Au moins autant, donc, que celle de Chadwick Boseman, il faut saluer la performance Viola Davis, sans doute moins spectaculaire, mais qui souligne d’un trait plus nuancé la colère, rentrée cette fois, d’une personne, d’une artiste, d’une femme confrontée à un monde qui devrait être le sien, mais qu’elle est obligée de transcender par la musique pour le rendre moins insupportable. Un monde raciste (la scène de l’“accident automobile” quand Ma Rainey arrive en retard au studio) peuplé de faux révérencieux (Irvin, son manager) et de froids pragmatiques (Sturdyvant, le boss de Hot Rhythm Records). La manière dont elle incarne Ma Rainey rappelle à qui voudra bien l’entendre – et qui ne le voudrait pas ? – que chanter “la musique du diable” dans l’Amérique des années 1920 pouvait faire de vous une star bankable, mais ne vous assurait en aucun cas d’être naturellement convié à la table des puissants.
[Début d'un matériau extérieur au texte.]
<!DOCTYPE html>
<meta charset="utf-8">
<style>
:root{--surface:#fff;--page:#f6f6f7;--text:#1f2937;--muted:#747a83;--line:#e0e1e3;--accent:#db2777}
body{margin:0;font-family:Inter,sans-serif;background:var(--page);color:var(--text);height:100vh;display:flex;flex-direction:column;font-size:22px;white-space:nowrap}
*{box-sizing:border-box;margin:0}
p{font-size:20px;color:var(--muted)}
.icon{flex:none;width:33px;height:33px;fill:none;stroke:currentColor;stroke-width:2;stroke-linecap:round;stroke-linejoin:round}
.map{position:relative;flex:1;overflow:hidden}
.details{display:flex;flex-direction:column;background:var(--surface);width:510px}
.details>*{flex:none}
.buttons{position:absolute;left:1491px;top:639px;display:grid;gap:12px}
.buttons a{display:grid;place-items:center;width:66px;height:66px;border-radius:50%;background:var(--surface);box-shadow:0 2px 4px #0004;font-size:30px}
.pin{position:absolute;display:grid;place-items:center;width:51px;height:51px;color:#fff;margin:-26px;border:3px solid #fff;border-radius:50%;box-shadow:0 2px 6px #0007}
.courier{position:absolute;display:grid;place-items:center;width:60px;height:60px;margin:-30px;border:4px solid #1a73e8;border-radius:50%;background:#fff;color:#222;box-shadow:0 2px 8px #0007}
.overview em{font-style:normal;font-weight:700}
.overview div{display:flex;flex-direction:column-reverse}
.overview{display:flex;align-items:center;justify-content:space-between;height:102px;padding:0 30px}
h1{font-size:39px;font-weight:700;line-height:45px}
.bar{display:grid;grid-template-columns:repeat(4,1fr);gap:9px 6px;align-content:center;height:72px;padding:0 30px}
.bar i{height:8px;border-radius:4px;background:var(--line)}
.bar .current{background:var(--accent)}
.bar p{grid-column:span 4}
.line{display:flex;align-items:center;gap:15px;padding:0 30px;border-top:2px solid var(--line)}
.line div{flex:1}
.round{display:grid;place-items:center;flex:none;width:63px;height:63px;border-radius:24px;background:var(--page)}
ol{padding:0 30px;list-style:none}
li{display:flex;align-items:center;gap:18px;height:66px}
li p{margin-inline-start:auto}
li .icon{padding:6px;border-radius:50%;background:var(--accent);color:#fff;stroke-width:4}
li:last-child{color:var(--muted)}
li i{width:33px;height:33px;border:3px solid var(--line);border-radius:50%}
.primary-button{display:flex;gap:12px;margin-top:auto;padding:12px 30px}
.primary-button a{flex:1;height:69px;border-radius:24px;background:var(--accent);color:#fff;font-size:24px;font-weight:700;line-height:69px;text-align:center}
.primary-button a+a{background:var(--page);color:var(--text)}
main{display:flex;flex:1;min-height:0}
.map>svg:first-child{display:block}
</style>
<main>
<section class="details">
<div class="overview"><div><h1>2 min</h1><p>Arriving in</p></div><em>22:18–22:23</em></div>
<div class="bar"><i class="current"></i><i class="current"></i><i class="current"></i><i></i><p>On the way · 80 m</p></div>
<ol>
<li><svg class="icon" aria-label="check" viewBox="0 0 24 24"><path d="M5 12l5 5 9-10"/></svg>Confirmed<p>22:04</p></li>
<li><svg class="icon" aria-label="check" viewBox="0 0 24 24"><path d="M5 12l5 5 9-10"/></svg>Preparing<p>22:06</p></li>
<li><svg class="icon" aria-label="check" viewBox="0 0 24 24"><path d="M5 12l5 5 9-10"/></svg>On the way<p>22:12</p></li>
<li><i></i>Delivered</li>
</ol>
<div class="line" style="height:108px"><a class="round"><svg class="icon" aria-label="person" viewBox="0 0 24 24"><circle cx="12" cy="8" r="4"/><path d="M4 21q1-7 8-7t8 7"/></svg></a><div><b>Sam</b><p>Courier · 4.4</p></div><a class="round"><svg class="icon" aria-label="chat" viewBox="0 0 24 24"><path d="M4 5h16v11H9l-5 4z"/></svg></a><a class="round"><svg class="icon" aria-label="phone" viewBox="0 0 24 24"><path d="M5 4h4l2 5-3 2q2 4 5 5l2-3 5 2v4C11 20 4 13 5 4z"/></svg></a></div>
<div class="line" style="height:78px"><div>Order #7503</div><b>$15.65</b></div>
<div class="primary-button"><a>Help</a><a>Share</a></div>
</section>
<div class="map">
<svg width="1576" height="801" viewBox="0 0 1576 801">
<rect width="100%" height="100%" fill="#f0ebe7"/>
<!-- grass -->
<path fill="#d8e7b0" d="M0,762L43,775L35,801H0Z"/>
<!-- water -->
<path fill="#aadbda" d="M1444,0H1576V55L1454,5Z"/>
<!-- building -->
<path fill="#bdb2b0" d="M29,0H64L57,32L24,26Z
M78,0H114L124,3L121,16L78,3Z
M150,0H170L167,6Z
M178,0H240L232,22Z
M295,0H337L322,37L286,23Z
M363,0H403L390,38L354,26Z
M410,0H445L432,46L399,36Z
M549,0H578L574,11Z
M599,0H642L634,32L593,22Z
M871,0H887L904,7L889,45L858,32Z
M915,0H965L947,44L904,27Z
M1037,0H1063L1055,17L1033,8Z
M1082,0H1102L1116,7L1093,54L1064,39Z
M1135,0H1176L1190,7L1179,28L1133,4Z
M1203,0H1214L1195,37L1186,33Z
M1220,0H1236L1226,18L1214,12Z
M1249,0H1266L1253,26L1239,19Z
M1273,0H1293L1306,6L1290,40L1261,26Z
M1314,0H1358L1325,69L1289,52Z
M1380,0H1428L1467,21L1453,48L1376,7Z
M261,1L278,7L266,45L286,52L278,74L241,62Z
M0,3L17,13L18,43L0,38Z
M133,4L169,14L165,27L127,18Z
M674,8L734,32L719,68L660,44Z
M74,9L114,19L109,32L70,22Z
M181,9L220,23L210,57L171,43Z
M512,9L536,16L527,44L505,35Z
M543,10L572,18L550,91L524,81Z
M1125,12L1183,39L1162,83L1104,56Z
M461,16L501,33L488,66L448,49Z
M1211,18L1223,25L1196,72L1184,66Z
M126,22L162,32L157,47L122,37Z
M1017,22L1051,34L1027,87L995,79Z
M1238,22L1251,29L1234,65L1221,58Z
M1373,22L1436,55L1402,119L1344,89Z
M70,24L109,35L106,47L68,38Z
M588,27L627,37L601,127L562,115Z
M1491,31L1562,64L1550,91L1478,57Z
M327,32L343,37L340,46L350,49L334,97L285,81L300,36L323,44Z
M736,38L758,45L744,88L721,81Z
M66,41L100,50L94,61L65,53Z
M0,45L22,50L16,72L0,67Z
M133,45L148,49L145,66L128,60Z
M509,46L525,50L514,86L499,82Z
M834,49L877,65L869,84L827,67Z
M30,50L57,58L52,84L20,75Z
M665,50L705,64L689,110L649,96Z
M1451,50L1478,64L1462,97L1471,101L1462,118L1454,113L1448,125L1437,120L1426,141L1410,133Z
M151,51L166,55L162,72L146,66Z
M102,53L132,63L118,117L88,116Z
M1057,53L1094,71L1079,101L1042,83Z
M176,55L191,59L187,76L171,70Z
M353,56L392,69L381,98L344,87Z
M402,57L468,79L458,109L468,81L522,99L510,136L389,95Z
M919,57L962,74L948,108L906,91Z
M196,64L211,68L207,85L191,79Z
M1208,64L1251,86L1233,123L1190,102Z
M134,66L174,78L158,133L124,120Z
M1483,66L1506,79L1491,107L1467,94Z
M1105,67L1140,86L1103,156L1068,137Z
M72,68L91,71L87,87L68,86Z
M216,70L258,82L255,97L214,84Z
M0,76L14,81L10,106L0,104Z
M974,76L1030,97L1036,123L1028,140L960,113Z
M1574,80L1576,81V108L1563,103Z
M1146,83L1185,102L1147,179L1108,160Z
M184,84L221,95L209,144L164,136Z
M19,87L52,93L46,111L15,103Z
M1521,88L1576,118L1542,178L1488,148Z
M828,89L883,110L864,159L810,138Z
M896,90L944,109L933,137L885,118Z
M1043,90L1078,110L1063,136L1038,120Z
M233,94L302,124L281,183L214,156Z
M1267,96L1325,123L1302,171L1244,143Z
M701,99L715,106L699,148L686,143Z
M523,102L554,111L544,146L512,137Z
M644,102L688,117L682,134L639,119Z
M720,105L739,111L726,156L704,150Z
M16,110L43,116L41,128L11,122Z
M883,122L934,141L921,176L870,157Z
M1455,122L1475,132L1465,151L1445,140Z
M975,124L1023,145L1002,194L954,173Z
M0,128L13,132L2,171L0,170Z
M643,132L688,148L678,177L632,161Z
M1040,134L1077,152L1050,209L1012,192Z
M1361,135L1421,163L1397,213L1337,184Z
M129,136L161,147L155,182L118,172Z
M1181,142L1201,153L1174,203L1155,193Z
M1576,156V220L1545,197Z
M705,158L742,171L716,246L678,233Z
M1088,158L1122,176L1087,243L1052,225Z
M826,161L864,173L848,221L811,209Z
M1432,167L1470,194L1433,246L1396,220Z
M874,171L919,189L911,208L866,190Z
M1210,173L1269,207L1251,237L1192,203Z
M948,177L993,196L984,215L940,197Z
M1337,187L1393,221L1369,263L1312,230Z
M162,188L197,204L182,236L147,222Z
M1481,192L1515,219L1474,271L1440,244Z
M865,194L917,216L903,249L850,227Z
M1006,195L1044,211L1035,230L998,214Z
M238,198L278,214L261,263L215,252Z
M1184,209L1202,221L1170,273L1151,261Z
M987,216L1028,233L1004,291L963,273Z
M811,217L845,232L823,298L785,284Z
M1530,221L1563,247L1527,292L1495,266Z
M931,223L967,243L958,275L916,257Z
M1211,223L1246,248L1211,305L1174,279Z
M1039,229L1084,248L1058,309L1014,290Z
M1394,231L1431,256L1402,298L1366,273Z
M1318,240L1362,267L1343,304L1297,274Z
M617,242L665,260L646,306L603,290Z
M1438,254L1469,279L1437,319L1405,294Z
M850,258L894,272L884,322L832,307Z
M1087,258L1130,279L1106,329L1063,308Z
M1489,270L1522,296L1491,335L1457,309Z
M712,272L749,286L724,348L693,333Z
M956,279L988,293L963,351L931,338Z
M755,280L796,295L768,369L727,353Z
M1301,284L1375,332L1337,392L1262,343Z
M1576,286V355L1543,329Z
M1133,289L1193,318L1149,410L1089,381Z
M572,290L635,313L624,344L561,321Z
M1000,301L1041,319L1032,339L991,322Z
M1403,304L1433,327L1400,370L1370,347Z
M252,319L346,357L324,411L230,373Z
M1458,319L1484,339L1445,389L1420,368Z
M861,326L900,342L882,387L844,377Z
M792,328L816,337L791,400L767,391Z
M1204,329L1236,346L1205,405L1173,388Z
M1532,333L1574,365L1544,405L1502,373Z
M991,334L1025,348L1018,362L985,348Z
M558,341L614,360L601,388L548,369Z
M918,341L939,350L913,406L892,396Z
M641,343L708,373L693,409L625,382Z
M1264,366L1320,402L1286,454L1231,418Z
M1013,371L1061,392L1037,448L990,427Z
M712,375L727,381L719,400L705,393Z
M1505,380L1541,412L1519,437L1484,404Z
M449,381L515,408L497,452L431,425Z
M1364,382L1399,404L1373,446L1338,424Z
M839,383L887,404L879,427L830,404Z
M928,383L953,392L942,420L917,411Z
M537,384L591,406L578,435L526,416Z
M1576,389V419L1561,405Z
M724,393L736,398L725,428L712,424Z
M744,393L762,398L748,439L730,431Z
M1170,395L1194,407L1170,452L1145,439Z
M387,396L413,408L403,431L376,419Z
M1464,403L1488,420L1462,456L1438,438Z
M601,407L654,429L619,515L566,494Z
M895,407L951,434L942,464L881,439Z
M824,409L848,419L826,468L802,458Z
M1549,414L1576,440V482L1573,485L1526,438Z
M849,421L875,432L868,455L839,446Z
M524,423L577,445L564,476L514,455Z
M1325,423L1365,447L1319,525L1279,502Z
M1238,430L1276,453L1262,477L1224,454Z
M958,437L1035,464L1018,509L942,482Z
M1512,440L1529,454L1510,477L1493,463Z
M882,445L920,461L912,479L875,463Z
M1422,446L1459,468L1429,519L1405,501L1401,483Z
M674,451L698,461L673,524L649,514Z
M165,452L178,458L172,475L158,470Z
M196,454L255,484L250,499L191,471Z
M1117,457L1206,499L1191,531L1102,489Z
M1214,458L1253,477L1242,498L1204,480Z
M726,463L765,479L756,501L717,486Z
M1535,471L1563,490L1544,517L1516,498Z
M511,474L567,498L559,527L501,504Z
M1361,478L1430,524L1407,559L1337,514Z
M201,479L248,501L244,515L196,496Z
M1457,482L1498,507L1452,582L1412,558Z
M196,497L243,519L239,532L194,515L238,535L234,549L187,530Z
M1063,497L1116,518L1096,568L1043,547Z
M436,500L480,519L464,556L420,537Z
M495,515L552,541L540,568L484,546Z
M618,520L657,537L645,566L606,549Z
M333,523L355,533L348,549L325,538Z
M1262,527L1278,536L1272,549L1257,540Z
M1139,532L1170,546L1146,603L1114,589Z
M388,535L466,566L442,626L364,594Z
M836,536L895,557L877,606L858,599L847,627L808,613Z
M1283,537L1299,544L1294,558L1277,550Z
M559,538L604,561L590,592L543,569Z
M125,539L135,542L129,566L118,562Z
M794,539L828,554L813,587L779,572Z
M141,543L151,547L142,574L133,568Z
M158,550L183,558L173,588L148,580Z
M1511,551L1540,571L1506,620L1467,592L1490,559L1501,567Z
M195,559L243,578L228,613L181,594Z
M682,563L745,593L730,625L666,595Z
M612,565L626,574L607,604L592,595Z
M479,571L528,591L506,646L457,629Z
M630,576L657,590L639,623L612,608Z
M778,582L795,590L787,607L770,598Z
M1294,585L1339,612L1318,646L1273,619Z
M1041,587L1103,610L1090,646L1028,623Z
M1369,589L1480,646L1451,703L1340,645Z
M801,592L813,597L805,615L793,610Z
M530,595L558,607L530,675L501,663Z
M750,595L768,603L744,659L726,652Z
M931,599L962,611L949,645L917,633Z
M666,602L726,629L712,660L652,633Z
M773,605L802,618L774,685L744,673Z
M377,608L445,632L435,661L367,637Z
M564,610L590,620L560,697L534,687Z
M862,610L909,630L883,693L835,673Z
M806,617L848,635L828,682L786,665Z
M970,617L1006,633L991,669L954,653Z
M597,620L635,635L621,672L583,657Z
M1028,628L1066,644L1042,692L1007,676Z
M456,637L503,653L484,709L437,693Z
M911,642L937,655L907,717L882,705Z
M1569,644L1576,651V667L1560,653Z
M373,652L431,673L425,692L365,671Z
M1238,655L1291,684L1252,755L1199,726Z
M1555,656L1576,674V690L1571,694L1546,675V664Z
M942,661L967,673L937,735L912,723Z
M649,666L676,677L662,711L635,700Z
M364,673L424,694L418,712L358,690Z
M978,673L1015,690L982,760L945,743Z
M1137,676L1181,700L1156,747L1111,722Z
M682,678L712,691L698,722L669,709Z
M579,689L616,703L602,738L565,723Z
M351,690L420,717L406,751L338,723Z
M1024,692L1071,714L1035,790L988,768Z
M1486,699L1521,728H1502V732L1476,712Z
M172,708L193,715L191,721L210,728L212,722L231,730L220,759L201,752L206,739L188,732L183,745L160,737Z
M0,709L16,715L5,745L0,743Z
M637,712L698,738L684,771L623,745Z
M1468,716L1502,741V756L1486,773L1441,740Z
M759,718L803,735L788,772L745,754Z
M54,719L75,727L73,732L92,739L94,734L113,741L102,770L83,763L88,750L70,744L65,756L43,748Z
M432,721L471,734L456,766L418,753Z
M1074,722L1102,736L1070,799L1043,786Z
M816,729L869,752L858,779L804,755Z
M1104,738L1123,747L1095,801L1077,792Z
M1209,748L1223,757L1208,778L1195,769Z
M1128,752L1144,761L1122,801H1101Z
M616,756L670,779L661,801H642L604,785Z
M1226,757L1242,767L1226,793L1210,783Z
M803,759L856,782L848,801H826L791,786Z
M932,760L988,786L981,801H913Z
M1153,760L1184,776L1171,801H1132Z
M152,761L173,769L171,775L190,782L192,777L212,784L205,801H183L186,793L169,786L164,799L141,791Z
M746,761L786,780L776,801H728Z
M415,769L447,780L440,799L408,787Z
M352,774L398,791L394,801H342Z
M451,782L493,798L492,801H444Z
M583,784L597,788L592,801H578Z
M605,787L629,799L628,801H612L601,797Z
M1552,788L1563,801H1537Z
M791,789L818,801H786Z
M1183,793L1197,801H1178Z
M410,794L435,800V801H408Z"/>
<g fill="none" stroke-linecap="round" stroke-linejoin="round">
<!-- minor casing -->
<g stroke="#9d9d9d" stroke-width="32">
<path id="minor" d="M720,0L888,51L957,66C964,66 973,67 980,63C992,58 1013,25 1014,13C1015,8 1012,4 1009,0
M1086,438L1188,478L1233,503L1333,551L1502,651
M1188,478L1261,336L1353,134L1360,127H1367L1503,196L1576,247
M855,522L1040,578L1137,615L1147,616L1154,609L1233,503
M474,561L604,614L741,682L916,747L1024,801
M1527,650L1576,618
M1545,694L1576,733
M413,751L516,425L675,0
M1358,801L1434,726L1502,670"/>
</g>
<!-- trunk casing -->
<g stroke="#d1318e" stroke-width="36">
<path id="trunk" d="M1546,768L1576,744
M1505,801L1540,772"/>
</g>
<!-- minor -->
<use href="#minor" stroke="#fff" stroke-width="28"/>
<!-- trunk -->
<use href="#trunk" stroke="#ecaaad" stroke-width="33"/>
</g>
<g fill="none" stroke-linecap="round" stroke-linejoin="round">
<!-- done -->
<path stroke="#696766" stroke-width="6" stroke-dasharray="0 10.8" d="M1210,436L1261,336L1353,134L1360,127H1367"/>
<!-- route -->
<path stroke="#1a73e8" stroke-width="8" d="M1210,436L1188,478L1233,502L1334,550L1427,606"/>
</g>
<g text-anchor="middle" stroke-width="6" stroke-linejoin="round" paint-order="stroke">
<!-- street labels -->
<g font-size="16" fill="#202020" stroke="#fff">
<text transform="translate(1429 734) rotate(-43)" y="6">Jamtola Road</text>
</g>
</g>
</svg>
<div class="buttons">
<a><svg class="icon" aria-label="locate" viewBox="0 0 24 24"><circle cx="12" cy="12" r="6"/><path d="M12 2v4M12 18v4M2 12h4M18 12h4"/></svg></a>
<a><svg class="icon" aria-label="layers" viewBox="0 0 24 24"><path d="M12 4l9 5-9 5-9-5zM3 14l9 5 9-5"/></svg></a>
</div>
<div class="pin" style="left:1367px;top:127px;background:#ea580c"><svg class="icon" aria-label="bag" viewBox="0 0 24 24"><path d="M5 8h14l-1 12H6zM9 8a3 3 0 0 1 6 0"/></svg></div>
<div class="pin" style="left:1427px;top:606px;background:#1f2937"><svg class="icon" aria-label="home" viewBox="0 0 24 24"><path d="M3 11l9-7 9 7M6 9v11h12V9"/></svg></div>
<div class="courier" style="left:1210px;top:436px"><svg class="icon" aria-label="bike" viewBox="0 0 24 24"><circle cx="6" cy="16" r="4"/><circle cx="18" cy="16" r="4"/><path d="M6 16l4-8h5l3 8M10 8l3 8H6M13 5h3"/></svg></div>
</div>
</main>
Moins que pour son esthétique un rien papier glacé, ses personnages incertains (le neveu bègue) et cette scène maladroite du pianiste seul, dans le local de répétition, qui raconte façon monologue l’histoire de son peuple en usant de la métaphore du stew, du ragoût – et qu’un Spike Lee aurait sans doute bien mieux gérée –, ce huis-clos dramatique vaut avant tout d’être vu pour Chadwick Boseman et Viola Davis, pour leur performance d’acteur et plus encore l’humanité qu’ils arrivent à faire transpirer, à tous les sens du terme, au gré de cette tranche de vie dont la dernière image se fige devant nos yeux comme un condensé du destin artistique et commercial des Grandes Musiques Afro-Américaines : oui, Levee a trouvé une place dans l’industrie musicale, mais sans doute pas celle qu’il avait imaginée.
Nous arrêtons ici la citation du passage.